START SUPPLIED MATERIAL
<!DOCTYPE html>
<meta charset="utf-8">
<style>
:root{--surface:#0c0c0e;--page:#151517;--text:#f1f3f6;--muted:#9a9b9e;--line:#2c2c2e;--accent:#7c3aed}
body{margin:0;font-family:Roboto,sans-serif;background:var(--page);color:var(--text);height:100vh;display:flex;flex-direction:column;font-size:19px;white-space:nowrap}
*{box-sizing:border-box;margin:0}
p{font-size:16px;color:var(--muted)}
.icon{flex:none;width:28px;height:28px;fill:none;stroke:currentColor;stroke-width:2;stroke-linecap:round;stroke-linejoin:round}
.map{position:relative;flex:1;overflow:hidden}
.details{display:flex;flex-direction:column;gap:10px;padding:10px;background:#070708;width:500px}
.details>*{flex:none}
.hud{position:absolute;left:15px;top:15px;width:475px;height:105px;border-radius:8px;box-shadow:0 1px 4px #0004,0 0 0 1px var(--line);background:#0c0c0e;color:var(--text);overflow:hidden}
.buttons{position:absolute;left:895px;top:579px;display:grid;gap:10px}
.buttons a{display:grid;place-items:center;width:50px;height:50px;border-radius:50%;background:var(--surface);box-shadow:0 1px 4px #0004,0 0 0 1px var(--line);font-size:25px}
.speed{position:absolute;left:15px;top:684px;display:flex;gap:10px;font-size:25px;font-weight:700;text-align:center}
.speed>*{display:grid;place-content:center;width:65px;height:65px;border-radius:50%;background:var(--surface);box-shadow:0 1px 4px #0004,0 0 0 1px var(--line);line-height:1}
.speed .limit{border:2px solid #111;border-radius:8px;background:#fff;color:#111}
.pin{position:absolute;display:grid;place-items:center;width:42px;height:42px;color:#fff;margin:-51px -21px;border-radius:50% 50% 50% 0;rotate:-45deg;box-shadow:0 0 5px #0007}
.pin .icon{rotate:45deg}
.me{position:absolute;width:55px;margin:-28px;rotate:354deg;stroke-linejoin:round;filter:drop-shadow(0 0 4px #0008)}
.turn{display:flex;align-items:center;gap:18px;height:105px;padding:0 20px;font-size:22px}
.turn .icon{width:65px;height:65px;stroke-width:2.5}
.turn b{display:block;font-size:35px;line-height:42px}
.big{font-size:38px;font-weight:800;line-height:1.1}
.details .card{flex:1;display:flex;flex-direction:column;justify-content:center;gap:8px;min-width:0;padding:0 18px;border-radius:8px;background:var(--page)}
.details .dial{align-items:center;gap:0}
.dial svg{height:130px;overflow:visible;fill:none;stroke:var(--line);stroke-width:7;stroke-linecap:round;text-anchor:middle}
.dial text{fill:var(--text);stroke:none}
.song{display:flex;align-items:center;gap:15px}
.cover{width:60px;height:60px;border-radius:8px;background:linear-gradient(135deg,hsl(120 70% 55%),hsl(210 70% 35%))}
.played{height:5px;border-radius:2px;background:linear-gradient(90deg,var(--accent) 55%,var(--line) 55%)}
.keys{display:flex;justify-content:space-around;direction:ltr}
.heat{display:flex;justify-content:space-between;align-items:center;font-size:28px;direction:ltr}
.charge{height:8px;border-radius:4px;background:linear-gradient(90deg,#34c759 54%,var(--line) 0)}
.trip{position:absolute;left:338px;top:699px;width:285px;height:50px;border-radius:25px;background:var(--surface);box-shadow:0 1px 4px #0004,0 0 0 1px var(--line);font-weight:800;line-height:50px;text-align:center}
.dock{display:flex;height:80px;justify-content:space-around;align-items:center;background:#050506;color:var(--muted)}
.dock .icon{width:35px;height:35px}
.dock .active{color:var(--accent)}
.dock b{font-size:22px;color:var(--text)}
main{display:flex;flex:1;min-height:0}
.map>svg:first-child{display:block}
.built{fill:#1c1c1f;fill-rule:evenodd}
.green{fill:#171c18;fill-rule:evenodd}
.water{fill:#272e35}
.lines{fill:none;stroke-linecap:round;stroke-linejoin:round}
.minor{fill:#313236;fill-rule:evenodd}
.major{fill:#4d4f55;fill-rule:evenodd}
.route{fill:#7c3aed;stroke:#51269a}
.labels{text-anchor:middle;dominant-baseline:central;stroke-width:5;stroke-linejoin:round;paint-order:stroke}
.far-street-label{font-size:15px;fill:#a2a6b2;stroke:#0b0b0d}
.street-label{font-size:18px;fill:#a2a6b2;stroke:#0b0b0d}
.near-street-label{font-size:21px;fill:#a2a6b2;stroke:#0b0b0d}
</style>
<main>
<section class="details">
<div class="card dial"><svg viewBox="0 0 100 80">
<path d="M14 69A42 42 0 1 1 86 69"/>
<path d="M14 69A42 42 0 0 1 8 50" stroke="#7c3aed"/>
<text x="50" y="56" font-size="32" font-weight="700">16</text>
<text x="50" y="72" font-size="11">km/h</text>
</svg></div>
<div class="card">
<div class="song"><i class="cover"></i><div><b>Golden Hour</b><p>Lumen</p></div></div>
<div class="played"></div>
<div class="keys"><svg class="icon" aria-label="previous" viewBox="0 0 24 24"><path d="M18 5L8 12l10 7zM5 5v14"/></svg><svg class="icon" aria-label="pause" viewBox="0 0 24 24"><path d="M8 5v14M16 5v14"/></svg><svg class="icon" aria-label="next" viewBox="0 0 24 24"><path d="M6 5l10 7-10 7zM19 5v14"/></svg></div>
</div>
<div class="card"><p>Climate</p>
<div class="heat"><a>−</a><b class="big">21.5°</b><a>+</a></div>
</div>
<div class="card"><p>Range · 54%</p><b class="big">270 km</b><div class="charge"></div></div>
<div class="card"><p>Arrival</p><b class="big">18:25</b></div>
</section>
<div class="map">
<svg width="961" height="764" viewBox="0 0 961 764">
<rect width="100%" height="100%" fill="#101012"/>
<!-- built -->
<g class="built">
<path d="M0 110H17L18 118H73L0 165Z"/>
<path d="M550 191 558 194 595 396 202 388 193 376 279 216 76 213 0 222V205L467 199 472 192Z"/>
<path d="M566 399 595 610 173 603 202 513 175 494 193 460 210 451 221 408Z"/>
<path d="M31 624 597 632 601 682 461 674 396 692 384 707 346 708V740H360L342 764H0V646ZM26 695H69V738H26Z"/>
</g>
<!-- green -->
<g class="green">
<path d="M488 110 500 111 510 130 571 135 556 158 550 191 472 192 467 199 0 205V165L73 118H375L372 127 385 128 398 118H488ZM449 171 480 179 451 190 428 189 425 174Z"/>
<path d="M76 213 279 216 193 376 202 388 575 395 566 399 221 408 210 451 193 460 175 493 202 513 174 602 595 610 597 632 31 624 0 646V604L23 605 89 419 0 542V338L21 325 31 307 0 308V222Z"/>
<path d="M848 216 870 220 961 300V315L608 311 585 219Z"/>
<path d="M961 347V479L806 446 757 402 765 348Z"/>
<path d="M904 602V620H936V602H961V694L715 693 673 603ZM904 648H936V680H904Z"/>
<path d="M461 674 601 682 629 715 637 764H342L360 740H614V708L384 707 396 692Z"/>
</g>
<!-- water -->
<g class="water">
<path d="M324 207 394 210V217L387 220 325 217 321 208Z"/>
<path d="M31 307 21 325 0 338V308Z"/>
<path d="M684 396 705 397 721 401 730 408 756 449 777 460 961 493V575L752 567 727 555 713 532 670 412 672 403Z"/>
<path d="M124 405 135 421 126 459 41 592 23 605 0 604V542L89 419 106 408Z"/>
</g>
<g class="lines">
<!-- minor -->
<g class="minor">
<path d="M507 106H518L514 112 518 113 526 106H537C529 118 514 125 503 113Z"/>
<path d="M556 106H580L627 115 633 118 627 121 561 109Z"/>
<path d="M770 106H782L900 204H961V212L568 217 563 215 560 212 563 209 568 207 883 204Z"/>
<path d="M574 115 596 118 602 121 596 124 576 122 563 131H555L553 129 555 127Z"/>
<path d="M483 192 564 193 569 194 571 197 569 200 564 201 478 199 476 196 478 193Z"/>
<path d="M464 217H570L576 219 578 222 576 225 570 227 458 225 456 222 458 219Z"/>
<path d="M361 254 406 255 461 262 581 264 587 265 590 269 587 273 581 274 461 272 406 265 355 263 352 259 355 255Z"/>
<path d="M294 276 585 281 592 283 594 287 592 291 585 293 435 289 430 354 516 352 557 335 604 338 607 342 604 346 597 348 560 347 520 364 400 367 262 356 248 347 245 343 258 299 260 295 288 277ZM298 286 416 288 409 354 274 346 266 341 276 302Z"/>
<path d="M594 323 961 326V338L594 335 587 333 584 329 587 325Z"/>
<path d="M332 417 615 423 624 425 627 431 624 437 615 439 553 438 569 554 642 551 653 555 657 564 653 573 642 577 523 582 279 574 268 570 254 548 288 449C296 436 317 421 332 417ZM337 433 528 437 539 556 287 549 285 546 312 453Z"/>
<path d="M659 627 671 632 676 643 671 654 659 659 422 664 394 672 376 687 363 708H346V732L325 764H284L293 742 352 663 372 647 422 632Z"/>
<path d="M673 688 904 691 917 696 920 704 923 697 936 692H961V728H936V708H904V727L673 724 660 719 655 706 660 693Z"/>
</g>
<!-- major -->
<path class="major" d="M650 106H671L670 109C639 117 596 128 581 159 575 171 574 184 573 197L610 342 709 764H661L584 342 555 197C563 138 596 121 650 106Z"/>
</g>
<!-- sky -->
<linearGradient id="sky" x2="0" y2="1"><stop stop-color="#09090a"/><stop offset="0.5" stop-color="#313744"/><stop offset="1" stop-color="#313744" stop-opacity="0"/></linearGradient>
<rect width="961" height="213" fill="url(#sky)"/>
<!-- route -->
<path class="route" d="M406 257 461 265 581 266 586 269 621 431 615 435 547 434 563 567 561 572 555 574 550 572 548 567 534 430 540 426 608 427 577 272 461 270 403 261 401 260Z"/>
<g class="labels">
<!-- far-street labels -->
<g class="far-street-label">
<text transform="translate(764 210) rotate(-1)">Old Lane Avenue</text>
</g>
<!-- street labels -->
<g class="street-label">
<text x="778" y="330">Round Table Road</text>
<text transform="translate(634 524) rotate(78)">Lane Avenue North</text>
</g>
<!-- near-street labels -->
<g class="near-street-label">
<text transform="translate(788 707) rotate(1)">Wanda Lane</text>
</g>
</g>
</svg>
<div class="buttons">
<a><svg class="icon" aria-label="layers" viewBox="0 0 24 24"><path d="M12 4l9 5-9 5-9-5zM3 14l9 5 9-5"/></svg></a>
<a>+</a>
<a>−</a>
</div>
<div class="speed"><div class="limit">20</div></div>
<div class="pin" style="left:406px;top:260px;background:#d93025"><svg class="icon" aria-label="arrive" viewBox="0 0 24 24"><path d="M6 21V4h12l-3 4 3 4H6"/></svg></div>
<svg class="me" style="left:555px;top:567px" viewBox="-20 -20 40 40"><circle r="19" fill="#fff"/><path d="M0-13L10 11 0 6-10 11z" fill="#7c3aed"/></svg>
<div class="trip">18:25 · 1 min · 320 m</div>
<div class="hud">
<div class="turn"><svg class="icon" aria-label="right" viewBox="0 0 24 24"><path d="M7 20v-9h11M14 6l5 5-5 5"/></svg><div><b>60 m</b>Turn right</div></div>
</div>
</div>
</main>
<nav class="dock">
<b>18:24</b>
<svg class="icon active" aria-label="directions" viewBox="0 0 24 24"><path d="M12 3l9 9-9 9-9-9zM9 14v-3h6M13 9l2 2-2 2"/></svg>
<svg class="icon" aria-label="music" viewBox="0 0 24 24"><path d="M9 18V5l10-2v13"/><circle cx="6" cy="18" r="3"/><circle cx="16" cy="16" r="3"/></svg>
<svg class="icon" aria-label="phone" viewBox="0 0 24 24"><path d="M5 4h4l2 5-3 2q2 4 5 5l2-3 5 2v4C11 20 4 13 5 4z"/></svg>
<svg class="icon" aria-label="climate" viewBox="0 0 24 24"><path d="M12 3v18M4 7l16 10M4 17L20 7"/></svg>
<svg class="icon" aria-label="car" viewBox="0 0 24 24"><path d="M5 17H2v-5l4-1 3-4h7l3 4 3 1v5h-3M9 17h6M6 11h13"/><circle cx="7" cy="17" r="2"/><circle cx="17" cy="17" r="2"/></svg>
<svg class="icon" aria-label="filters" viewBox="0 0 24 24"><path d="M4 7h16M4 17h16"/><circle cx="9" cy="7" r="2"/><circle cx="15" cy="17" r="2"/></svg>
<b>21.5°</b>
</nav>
END SUPPLIED MATERIAL
- _DIRECTIONS FOR THIS TASK_
The result should be every line of the material that contains the word "keys", so copy those lines.

- _REPLY TO THE TASK_
.keys{display:flex;justify-content:space-around;direction:ltr}
<div class="keys"><svg class="icon" aria-label="previous" viewBox="0 0 24 24"><path d="M18 5L8 12l10 7zM5 5v14"/></svg><svg class="icon" aria-label="pause" viewBox="0 0 24 24"><path d="M8 5v14M16 5v14"/></svg><svg class="icon" aria-label="next" viewBox="0 0 24 24"><path d="M6 5l10 7-10 7zM19 5v14"/></svg></div>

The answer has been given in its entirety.